How to enable gzip compression on Nginx server?

Updated on November 29, 2017

The page load time is one of the most important part of your website’s visitor experience. Of course, the design of the website is important, but do you know what the visitor is more concerned about? It’s how fast the pages load. And it depends on the size of all of the files that have to be downloaded by the client browser. Consider a delay of just one second can reduce customer satisfaction and result in loss of conversions. Which is why, web developers work tirelessly to improve the website load time. One such way to increase the page speed is to compress the files that have to be downloaded by the browser. It does not only improve the website’s load time, but also cheaper to those who have to pay for the bandwidth usage! In this guide, I shall tell you how to enable gzip compression on Nginx web server and how it helped my site to load faster.

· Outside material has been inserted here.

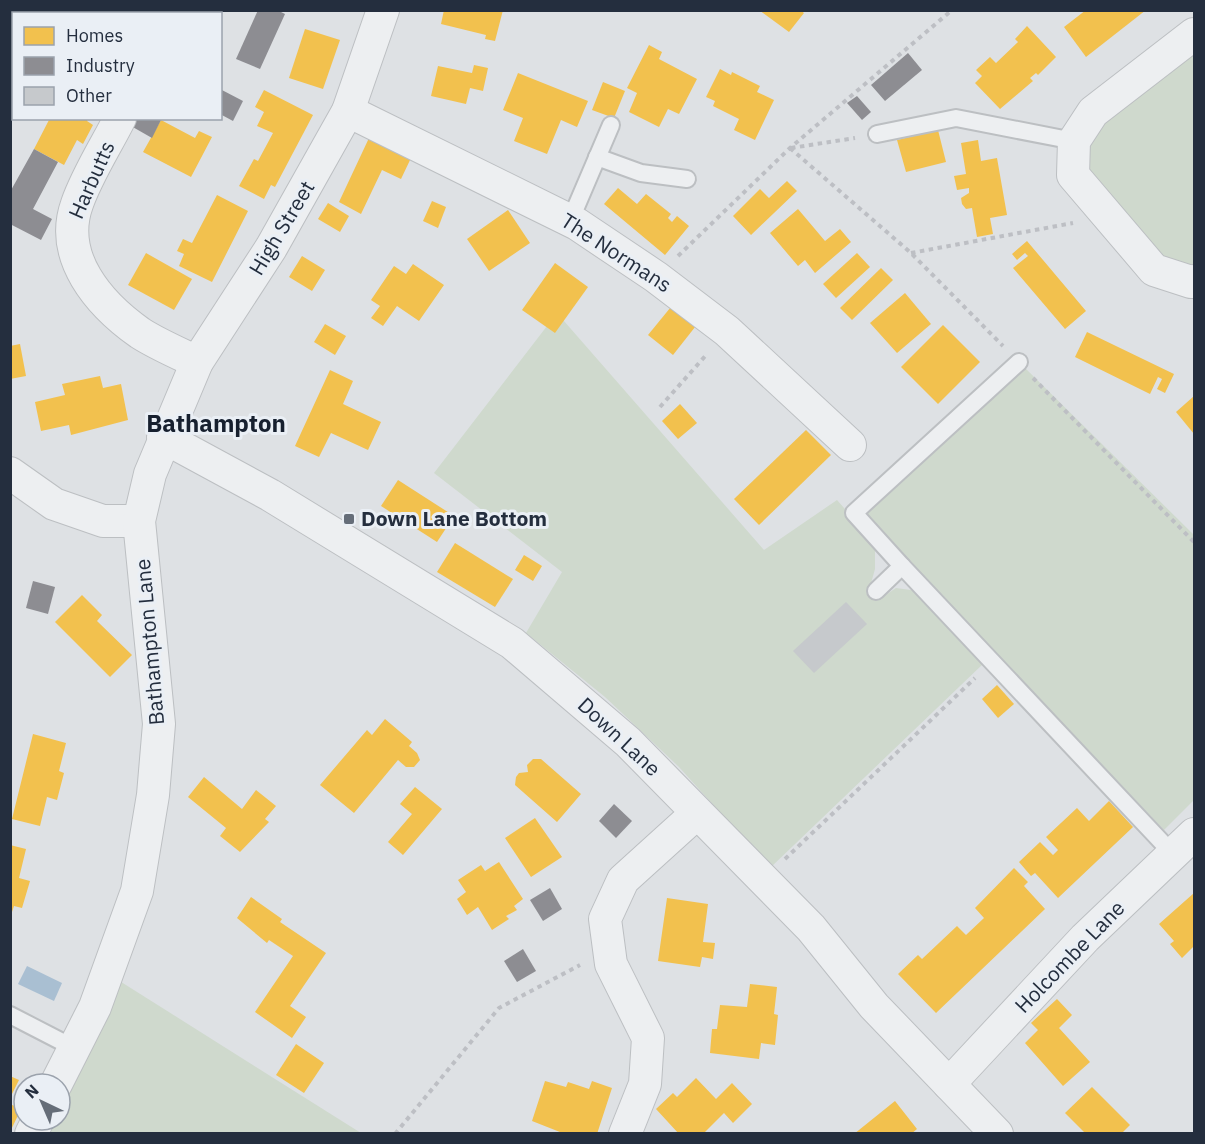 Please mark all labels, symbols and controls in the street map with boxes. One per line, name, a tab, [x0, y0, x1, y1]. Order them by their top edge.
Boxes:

You can configure Nginx with gzip a popular data compression program to compress files on the fly. Those files are then decompressed by the browser that support gzip with no loss whatsoever.

Test Nginx default behavior for gzip compression

On my fresh installation of Nginx, lets check whether the gzip has been enabled?

$curl -H "Accept-Encoding: gzip" -I https://techglimpse.com
 HTTP/1.1 200 OK
 Server: nginx
 Date: Wed, 29 Nov 2017 11:14:25 GMT
 Content-Type: text/html; charset=UTF-8
 Connection: keep-alive
 ETag: W/"52f49928-fe89"
 Accept-Ranges: bytes

From the above result, there is no mention of compression!

Enable gzip compression on Nginx server

Let’s configure Nginx to compress not only HTML files, but also other file formats like, Images, CSS, JS etc., that can benefit from compression.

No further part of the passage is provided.